Она смотрит ему в глаза, и лицо ее озаряет мгновенная, едва уловимая вспышка радости.
— Не выдумывай. Ты даже не знал, что я тут. А я все о тебе знаю. Мне Максимук рассказывает. Тот, что на курсах с тобой учился.
Сдерживая в себе желание прикоснуться к женщине рукой, прижать к себе, Бондарь спрашивает:
— В местечке бываешь?
— Хожу иногда. К твоим заглядываю. После того как села сожгли, не была. Дед Язэп еще в прошлом году умер.
Усадьба старого Язэпа находилась недалеко от их двора, ближе к болоту. Летним утром она тонула в тумане. Хотя старик был грамотен, при царе сидел в волости писарем, но фабричной одежды не признавал. Неизменно одевался в домотканые штаны, рубашки. Был белый как лебедь. Доброе было сердце у деда Язэпа. До революции прятал демократов-забастовщиков, которые порой наезжали из Гомеля, Речицы. После коллективизации в Язэповом гумне складывали снопы те из местечковцев, кто втайне от сельсоветского ока засевал лесные полянки.
— Хочу отца повидать, — говорит Бондарь. — Забирают меня отсюда.
На лице женщины мелькает тень тревоги.
— Куда забирают?
— Туда, — Бондарь показывает рукой на восток. — Наши наступают, скоро будут тут. Поеду на курсы.
— Неужели не хватило тебе курсов? Седеть стал, а все учишься. Жить когда?
— Кончится война, приеду сюда. — Бондарь смотрит Наде в глаза. — Я, Надя, женат. Только не знаю, где жена.
Ее лицо пунцовеет, и она опускает взор.
— Так я пойду. Что сказать отцу?
— Пускай подойдет в ольшаник. Завтра в полночь. Только осторожно. Боюсь за тебя. За отцовой хатой следит полицай.

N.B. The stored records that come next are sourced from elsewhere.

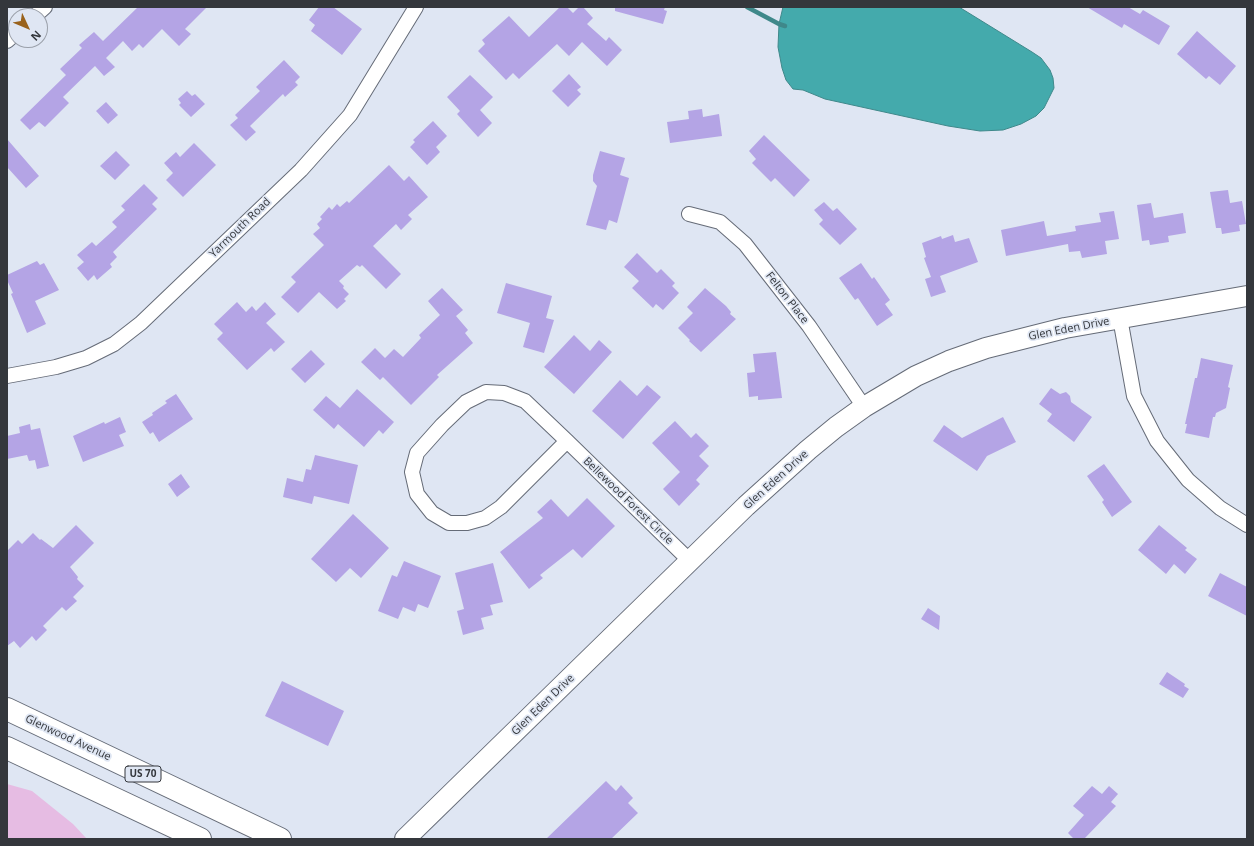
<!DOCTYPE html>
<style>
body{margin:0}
#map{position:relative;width:1254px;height:846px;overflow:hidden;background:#dfe6f3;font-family:"Open Sans",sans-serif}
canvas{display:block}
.frame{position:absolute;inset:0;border:8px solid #34373c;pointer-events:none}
.north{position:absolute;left:8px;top:8px;width:40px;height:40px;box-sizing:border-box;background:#dfe6f3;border:1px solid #9ba0aa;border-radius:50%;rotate:134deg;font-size:11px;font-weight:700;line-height:16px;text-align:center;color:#34373c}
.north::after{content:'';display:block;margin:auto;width:14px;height:18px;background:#99621c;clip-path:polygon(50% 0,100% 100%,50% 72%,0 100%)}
</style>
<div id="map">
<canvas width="1254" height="846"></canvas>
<div class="frame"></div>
<div class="north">N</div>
</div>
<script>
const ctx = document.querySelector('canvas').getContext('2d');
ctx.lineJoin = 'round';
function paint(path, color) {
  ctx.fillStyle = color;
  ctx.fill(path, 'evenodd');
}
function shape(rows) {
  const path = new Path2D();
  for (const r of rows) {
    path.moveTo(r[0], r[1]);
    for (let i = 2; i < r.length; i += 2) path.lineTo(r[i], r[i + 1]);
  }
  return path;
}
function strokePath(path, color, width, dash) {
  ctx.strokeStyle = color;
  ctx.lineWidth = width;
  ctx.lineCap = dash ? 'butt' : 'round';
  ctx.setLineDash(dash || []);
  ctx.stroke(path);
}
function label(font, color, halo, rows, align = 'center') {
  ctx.font = font + ' "Open Sans",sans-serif';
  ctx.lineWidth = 3.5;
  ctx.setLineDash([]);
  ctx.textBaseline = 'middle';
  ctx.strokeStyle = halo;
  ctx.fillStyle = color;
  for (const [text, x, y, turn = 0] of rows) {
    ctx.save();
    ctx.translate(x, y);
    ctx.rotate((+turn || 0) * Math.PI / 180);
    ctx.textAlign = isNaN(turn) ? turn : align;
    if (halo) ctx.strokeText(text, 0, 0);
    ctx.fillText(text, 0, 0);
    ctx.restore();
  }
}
const green = shape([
 [7,784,32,791,73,824,87,839,7,839]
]);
const water = shape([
 [783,7,959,7,1032,52,1041,58,1050,70,1053,78,1054,88,1044,108,1036,116,1021,124,1003,130,980,131,948,126,825,99,803,90,793,89,786,80,782,68,778,47,779,24,783,7]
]);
const stream = shape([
 [747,7,779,24,785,26]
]);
const building = shape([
 [138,7,207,7,185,29,191,34,179,46,162,29,143,48,139,44,132,51,123,41,106,58,115,67,104,76,95,66,63,97,69,103,45,127,39,122,30,130,20,120,66,75,60,69,82,48,79,45,94,32,103,41],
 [319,7,333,7,362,29,342,55,311,31,315,25,309,20],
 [560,7,567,7,573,13,579,7,583,7,593,18,587,24,606,41,609,37,622,50,607,66,582,42,569,56,557,44,519,79,513,73,506,80,478,51,485,44,482,40,509,16,529,37],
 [615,7,665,7,664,10,667,11,663,24,615,11],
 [1087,7,1128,7,1140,14,1143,10,1170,26,1159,45,1124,24,1122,28],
 [1197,31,1236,66,1220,85,1209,76,1206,79,1177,54],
 [284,60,300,77,295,82,298,85,285,97,283,94,250,126,256,132,246,141,230,125,238,118,235,115,260,91,256,87],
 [569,74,581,87,577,90,581,94,568,107,552,91],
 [470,75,493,97,480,110,492,123,478,137,457,114,460,111,447,97],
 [187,91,192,96,195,94,205,104,191,117,179,105,181,103,178,99],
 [106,102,118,115,108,124,96,111],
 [702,109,703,117,719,114,722,136,670,143,667,122,689,119,688,111],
 [433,121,447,136,436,147,440,152,427,165,410,147,415,142,413,140],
 [764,135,810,180,794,197,775,178,771,182,752,163,756,159,749,151],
 [7,139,39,176,26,188,7,167],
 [194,143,216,165,183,197,166,180,173,173,164,163,176,152,180,157],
 [116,151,130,165,115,180,100,166],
 [600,151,625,158,620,175,629,178,617,223,609,220,606,230,586,225,597,186,593,181,593,175],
 [389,165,404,181,409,176,428,197,408,215,412,219,401,230,396,224,373,246,401,274,386,289,362,265,360,267,357,265,339,281,344,286,343,288,349,294,344,299,346,301,337,309,319,292,298,313,281,297,296,282,291,277,324,245,313,234,320,228,317,224,322,219,320,217,329,207,332,210,337,204,340,207,347,201,349,203],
 [144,184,158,198,152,204,157,209,113,252,117,257,110,264,112,267,97,280,94,275,88,281,77,268,84,262,77,255,92,242,96,246,117,227,112,222,125,210,121,206],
 [1228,190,1230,203,1242,201,1246,224,1239,225,1240,231,1222,234,1221,228,1216,228,1210,192],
 [824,202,833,211,837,208,857,229,840,245,819,224,823,220,814,210],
 [1151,203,1154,218,1183,213,1186,233,1168,236,1169,242,1150,245,1149,240,1142,241,1137,205],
 [1114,211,1119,239,1105,241,1107,254,1082,258,1080,251,1069,252,1068,244,1006,256,1001,230,1044,221,1047,236,1076,231,1075,226,1101,222,1099,213],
 [953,235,955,242,969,238,978,262,940,276,946,292,931,297,925,279,931,277,924,258,926,257,922,243,941,236,942,239],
 [637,253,657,273,661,269,675,283,672,286,679,293,663,310,656,304,653,308,632,288,639,281,624,267],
 [37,261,40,265,44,263,59,290,35,301,46,324,27,333,11,294,13,293,7,280,7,275],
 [861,263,872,279,874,277,890,300,885,304,893,315,877,326,858,298,855,300,839,278],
 [506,283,552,296,546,318,554,320,544,353,523,347,530,323,497,313],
 [442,288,463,310,456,316,468,330,465,333,473,343,437,375,439,377,411,405,383,377,380,380,361,362,375,348,385,358,394,349,403,357,421,338,419,335,440,315,428,301],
 [705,288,726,306,731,312,730,314,736,319,701,352,689,341,690,340,678,328,693,313,687,307],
 [237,302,246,312,252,306,256,311,265,302,276,314,266,323,285,342,274,352,271,348,247,370,217,339,223,333,214,324],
 [574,335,590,351,599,340,612,352,574,394,544,367],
 [311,350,325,364,305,383,291,369],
 [776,352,782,398,758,400,758,396,749,397,747,373,755,372,753,354],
 [1201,358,1233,365,1228,387,1230,388,1226,408,1216,413,1215,417,1213,417,1209,438,1185,433,1187,424,1185,424,1189,406,1195,378,1197,378],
 [620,380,637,396,647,385,661,397,623,439,592,411],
 [1051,388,1060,394,1066,392,1070,396,1071,402,1092,417,1074,442,1047,421,1052,414,1039,404],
 [357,389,394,422,383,434,379,430,364,447,338,424,334,429,313,410,326,396,340,408],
 [176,394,193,419,159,442,153,432,150,434,142,422,153,415,152,413,167,403,165,401],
 [120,417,126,432,119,435,124,446,83,462,73,436,104,422,105,424],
 [1003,417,1016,442,987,456,977,471,933,441,944,425,962,438],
 [675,421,691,438,696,433,709,446,699,456,709,466,696,480,700,484,679,506,663,489,680,472,652,443],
 [30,424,31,430,40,428,49,466,37,469,35,460,29,461,27,455,7,459,7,436,20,433,19,427],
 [315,455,358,465,349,504,314,496,312,504,283,497,287,478,303,482,306,469,311,470],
 [1104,464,1132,502,1112,517,1102,502,1104,500,1087,476],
 [181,474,190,487,177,497,168,484],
 [587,498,615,526,582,558,573,549,540,575,543,578,529,589,500,552,543,518,537,512,551,499,568,517],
 [353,514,389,548,361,578,350,568,336,582,311,559],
 [76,525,94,543,70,567,78,577,77,579,84,586,73,597,77,601,66,611,62,607,43,626,47,630,36,641,32,636,20,648,14,641,7,646,7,551,18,540,22,544,33,533,40,540,41,539,53,548],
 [1159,525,1187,548,1185,550,1197,559,1185,574,1174,564,1166,574,1138,550],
 [404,561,441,576,428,608,418,604,415,612,403,607,398,619,378,611,392,575,397,577],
 [493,563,503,602,490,605,493,615,481,618,484,629,463,635,457,611,464,609,455,573],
 [1220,573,1247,587,1247,616,1208,596],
 [928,608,940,616,939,630,921,619],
 [1167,672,1185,684,1184,686,1189,689,1183,698,1159,684],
 [282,681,344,711,328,746,265,716],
 [606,781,616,791,621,785,633,798,628,803,638,813,611,839,546,839],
 [1092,786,1102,794,1109,786,1118,794,1111,802,1116,806,1084,839,1074,839,1068,833,1084,815,1073,806]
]);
const minor = shape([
 [35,16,45,7],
 [7,41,16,33],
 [689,214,720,222,745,244,809,326,864,407],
 [1120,318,1134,396,1157,441,1188,480,1220,508,1247,525],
 [7,376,56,367,86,358,114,344,141,323,301,170,350,115,416,7],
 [567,441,501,507,485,518,467,523,449,523,432,513,417,494,412,472,417,453,442,425,466,402,486,392,504,393,525,401,567,441,690,561]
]);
const secondary = shape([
 [405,839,746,506,808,450,836,427,864,407,916,376,949,361,986,348,1065,328,1247,296]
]);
const primary = shape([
 [7,709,280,839],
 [7,748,200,839]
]);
const shields = [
 [143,774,36]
];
const shieldNames = [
 ["US 70",143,774]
];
const streetNames = [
 ["Yarmouth Road",240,228,-44],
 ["Felton Place",787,298,52],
 ["Glen Eden Drive",1069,329,-11],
 ["Glen Eden Drive",776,480,-42],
 ["Bellewood Forest Circle",628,501,44],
 ["Glen Eden Drive",543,705,-44],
 ["Glenwood Avenue",68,738,25]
];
paint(green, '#e6bce3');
paint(water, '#44aaac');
strokePath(water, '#3f888a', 1);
strokePath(stream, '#3f888a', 4.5);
paint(building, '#b4a4e5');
strokePath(minor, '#656b77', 16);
strokePath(secondary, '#656b77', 22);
strokePath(primary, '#656b77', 24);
strokePath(minor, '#fff', 14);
strokePath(secondary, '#fff', 20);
strokePath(primary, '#fff', 22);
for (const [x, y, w] of shields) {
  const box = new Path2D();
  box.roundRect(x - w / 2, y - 8, w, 16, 3);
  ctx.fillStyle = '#dfe6f3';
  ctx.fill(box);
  strokePath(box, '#34373c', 1);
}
label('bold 10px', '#34373c', null, shieldNames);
label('11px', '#34373c', '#dfe6f3', streetNames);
</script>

— Не бойся. Твой помощник не первый раз меня посылает.
Она ушла. Он смотрел ей вслед, пока ее дородная, красивая, полная женственности фигура не скрылась за частоколом двора.
Вечером Надя возвращается.
— Передала все, — говорит она. — Отец был в поле, пришлось ждать.
Покраснев, потупила глаза, пригласила:
— Приходи, когда стемнеет. Не хочу, чтоб языками плели.
Пятистенка у Нади новая. Ухоженный дворик, накрытый соломой хлевушок. Вечер звездный, тихий — такие вечера бывают на склоне теплого лета. Улица в сером полумраке.
Хозяйка завешивает окна, зажигает каганец. По выбеленным стенам скачут тени. Обстановка в хате небогатая. В правом углу — деревянная кровать, в левом — стол, два табурета.
— Только стали обживаться, а тут война, — рассказывает, как бы извиняясь, хозяйка. — Федя лесником был.
— Он в армии?
— Не знаю. Тех, что с ним были, захватили под Брянском. Некоторые вернулись, но про моего ни слуху ни духу. Может, голову сложил или погиб с голоду.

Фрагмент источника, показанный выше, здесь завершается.